In the field trip we visited Belize Aquaculture Limited (BAL) where we learned about good practices on shrimp farming and about the newly formed ASC Belize national aquaculture certification. Then we went on a boat ride around the Placencia Lagoon where we could see different mangrove plantations, and outside the lagoon, to a nearby key to snorkel around both mangroves and coral reefs. It was a day full of learning!

And to top it all off, the workshop was concluded with the training of Lauretta Burke (WRI) and Rich Wilson (Seatone Consulting) in economic valuation of mangrove ecosystem services, identifying key stakeholders, progressive conservation and communication strategies. We had special guests such as Nicole Aui Gomez Southern Environment Association (SEA), Roberto Pot of Healthy Reefs Initiative and the former Minister of Natural Resources Lisel Alamilla.
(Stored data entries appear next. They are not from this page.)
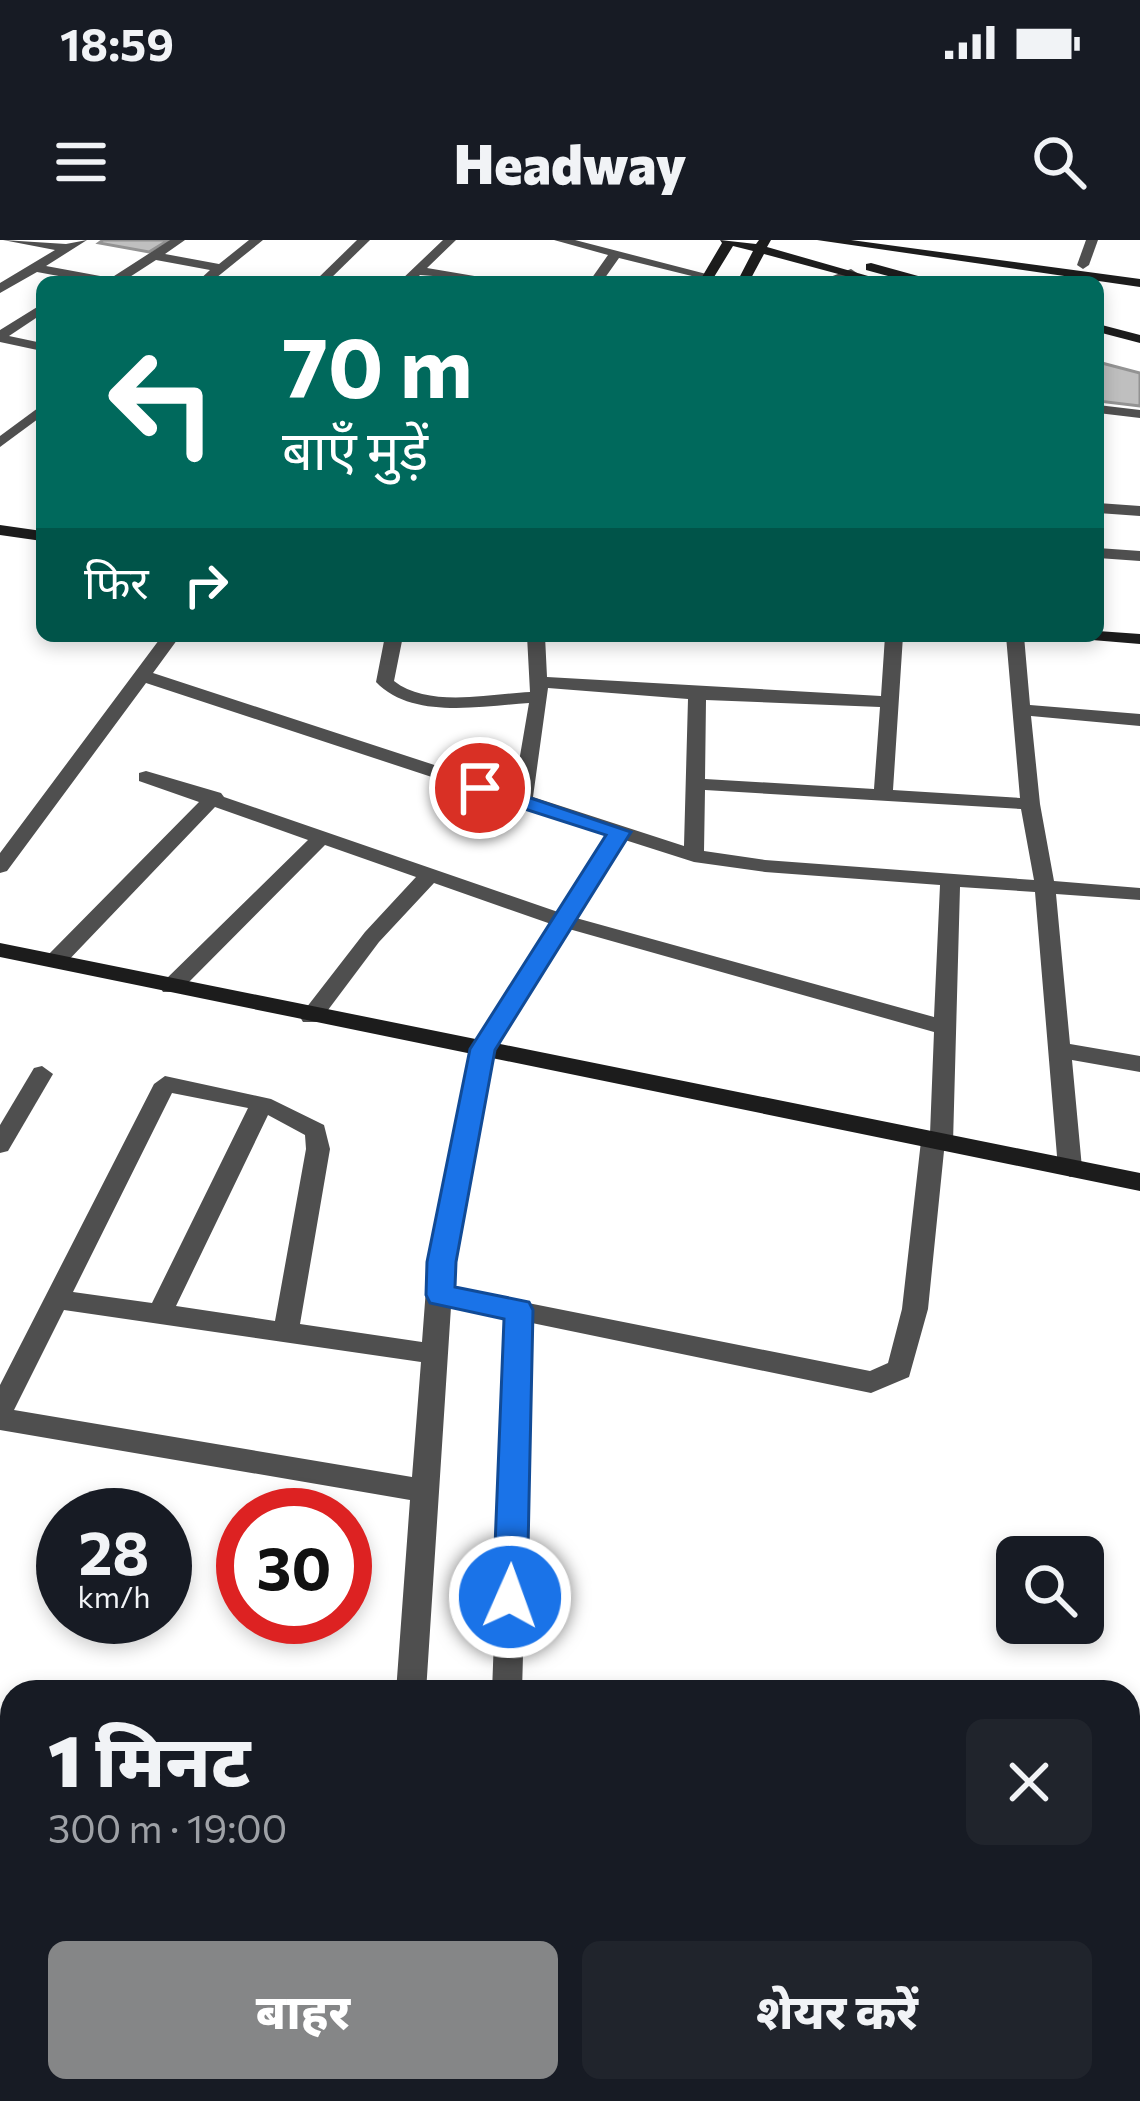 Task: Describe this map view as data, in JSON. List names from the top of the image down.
{
  "page": {
    "status": "18:59",
    "header": "Headway",
    "turn": ["70 m", "बाएँ मुड़ें"],
    "then": "फिर",
    "speed": "28 km/h",
    "limit": "30",
    "heading": ["1 मिनट", "300 m · 19:00"],
    "buttons": ["बाहर", "शेयर करें"]
  }
} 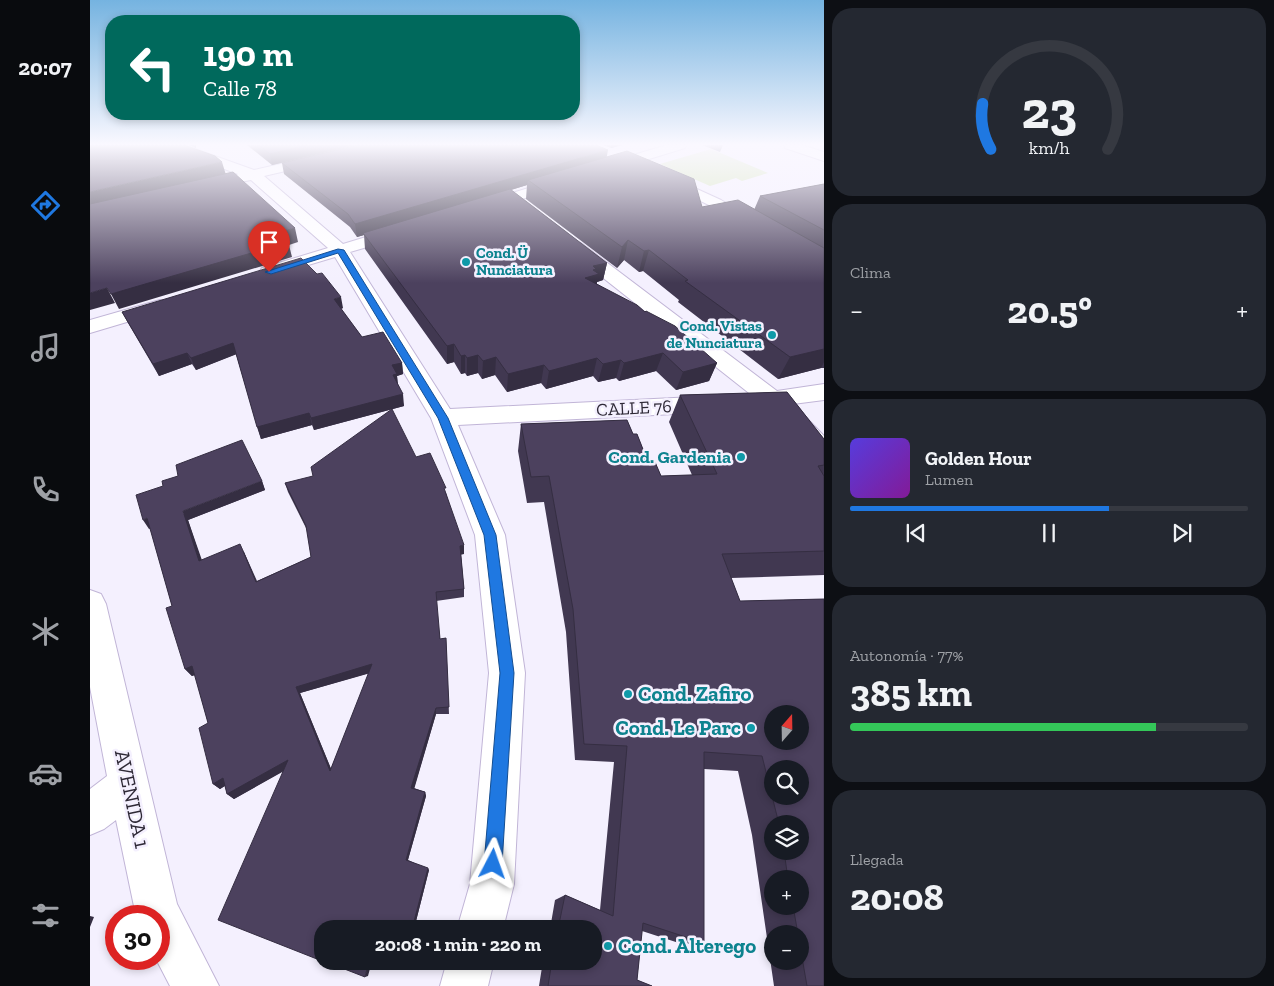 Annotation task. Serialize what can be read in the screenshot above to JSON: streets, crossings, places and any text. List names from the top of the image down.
{
  "streets": {
    "street": ["CALLE 76", "AVENIDA 1"]
  },
  "places": [
    "Cond. Ü Nunciatura",
    "Cond. Vistas de Nunciatura",
    "Cond. Gardenia",
    "Cond. Zafiro",
    "Cond. Le Parc",
    "Cond. Alterego"
  ],
  "north": "top",
  "page": {
    "tabs": "20:07",
    "turn": ["190 m", "Calle 78"],
    "tile": [
      "Clima",
      ["Autonomía · 77%", "385 km"],
      ["Llegada", "20:08"]
    ],
    "heat": ["−", "20.5°", "+"],
    "song": ["Golden Hour", "Lumen"],
    "map_buttons": ["+", "−"],
    "limit": "30",
    "trip": "20:08 · 1 min · 220 m",
    "gauge": ["23", "km/h"]
  }
} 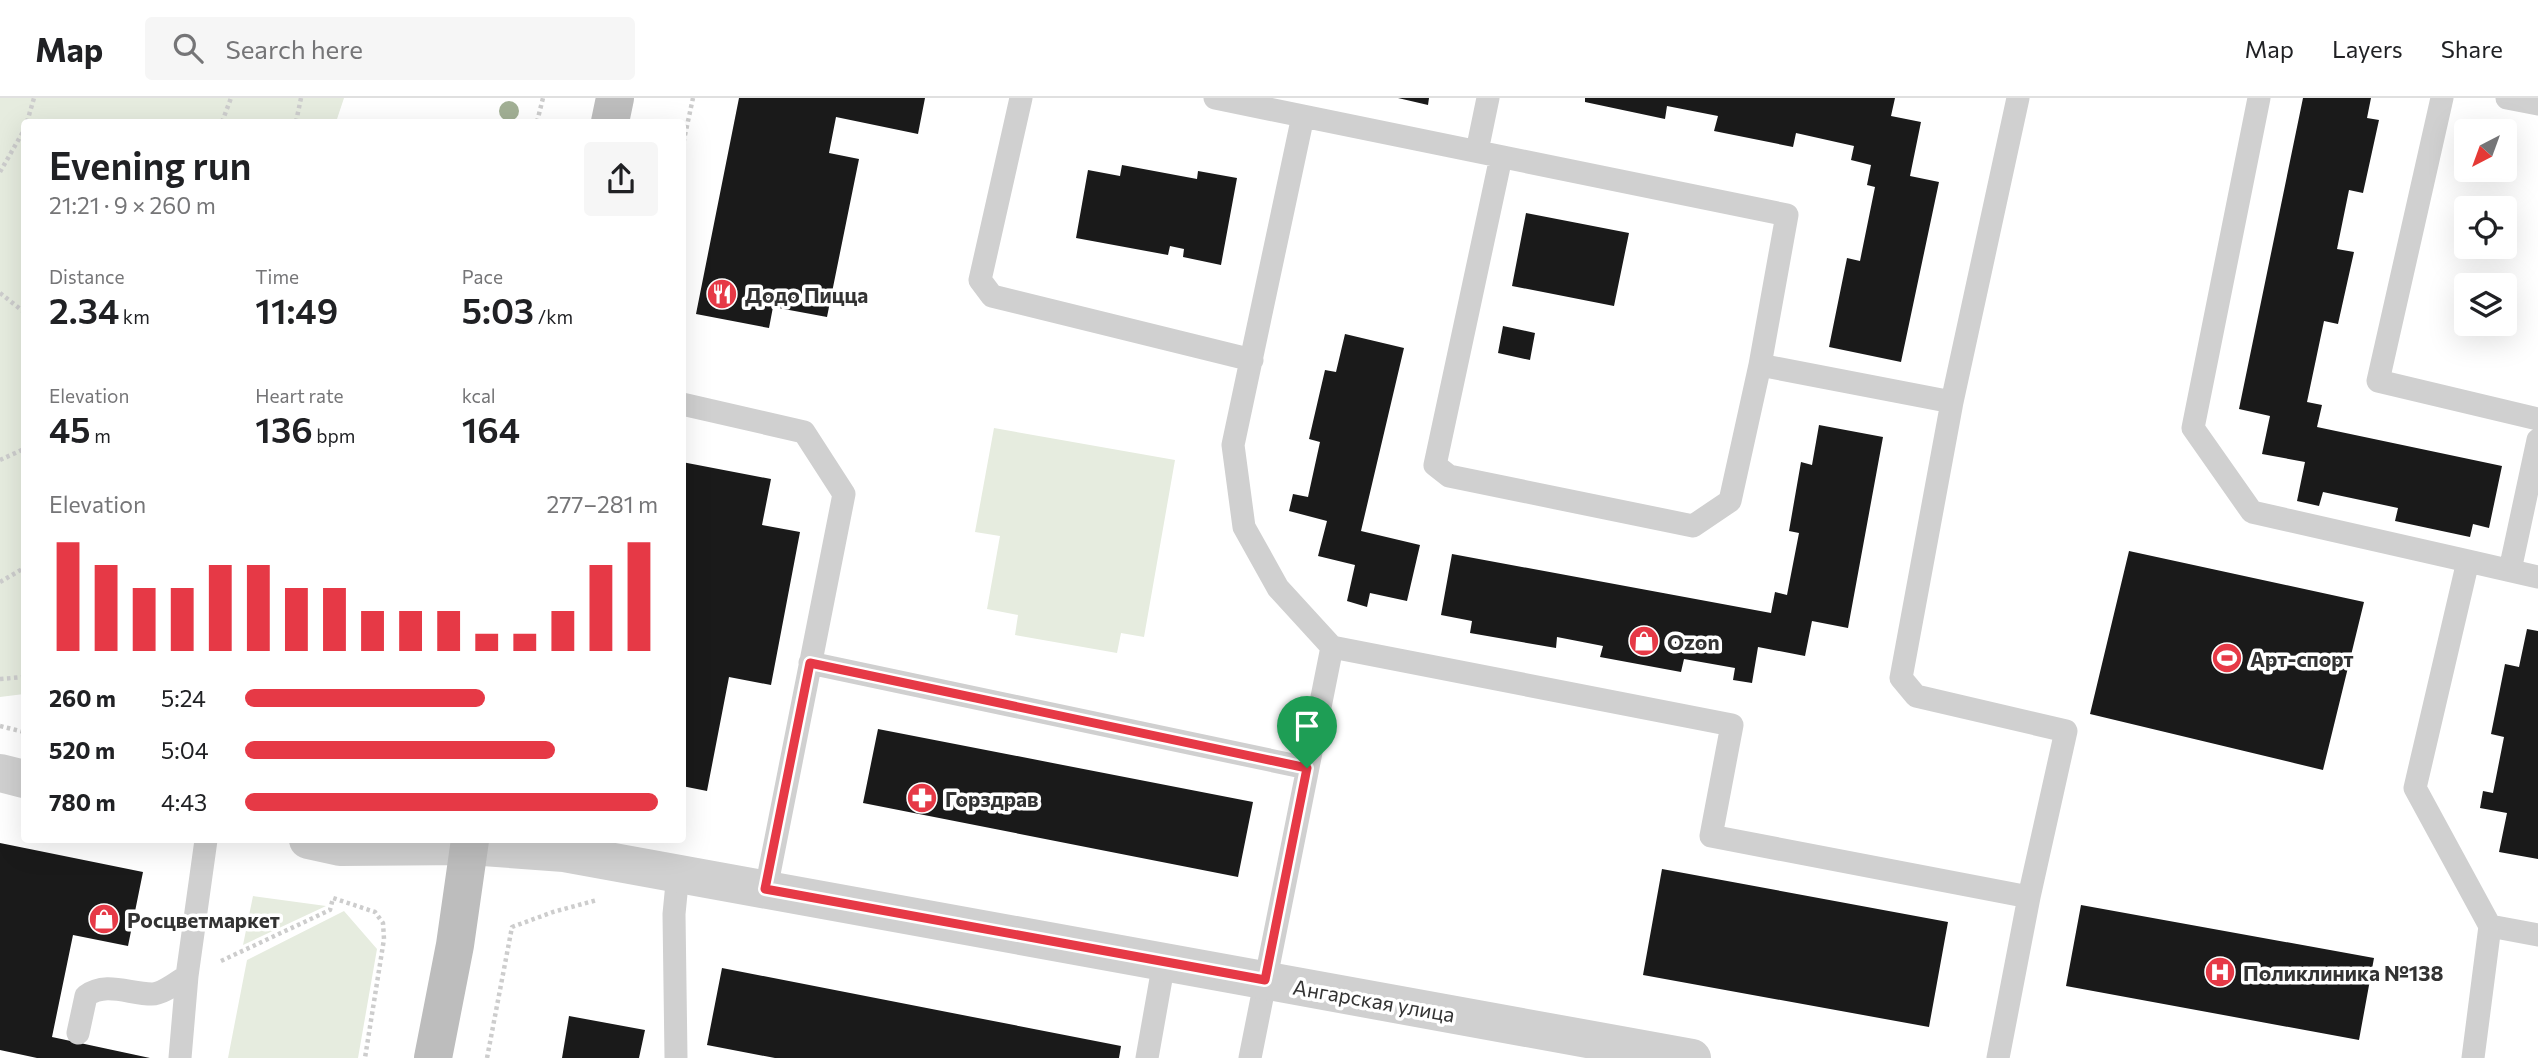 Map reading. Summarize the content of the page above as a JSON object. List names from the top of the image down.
{
  "streets": {
    "street": ["Ангарская улица"]
  },
  "places": {
    "restaurant": ["Додо Пицца"],
    "shop": ["Ozon", "Росцветмаркет"],
    "sports": ["Арт-спорт"],
    "pharmacy": ["Горздрав"],
    "hospital": ["Поликлиника №138"]
  },
  "north": "bottom left",
  "page": {
    "header": "Map",
    "search": "Search here",
    "nav": ["Map", "Layers", "Share"],
    "heading": ["Evening run", "21:21 · 9 × 260 m"],
    "stats": [
      ["Distance", "2.34 km"],
      ["Time", "11:49"],
      ["Pace", "5:03 /km"],
      ["Elevation", "45 m"],
      ["Heart rate", "136 bpm"],
      ["kcal", "164"]
    ],
    "chart": ["Elevation", "277–281 m"],
    "list": [
      {
        "name": "260 m",
        "note": "5:24"
      },
      {
        "name": "520 m",
        "note": "5:04"
      },
      {
        "name": "780 m",
        "note": "4:43"
      }
    ]
  }
}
Telling the story of Holbox

By Minerva Rosette (2015 MAR Fellow)

Clemente lived in Holbox Island since he was a child with his parents who are fishers.  Currently he works as a manager of one of the hotels in the island. The island has grown slowly, and from being a fully fishing village it has become a destination where tourists seek to encounter nature, enjoy the calm waters and feel how time passes slowly.Clemente knows that such a peaceful place can change from one moment to another. He recalls October 21, 2005 when hurricane Wilma hit the island. He, his guests and more than 2000 people had to leave the island and everything they had.They managed to go back home a week later and found that the roads were destroyed and homes and hotels were flooded. Losses that were considered to be in more than $3 million US end up being of $580,000 US.Clemente knows that mangroves, where his father used to fish, is the natural barrier that helped reduce the impact and losses. He wonders how the potential of this ecosystem can be estimated in order to continue to protect their heritage and the people of the Island.

Wilma was the most expensive disaster in Mexico. In 2005 the government and the hospitality industry assumed that the cost of damage to the main tourist area of Mexico ranged between 800 and 1,500 MDD. 10 years later the Mexican Association of Insurance Institutions documented the impact of the hurricane on the coast of Quintana Roo and estimated a cost of 1,752 million dollars. To make it worse, in 2007 Hurricane Dean hit the southern part of Quintana Roo state with losses of 700 million dollars.In less than two years the private sector, the community and governments invested more than 2,500 MDD to rehabilitate the area.

In the midst of this chaos, there were areas of contingency that suffered minor losses, especially those areas protected by reefs and mangrove barriers and where the main benefits offered by the mangroves were fulfilled in terms of protection.This environmental service (coastal protection) undoubtedly has a value; however, there is no standardized methodology that could be used by governments, the private sector or insurers to calculate the value of mangroves services in cases such as hurricanes. Mangrove conservation has a value that must be accounted as part of the assets in a city, a tourist destination or a decision maker to make decisions about how their resources are invested.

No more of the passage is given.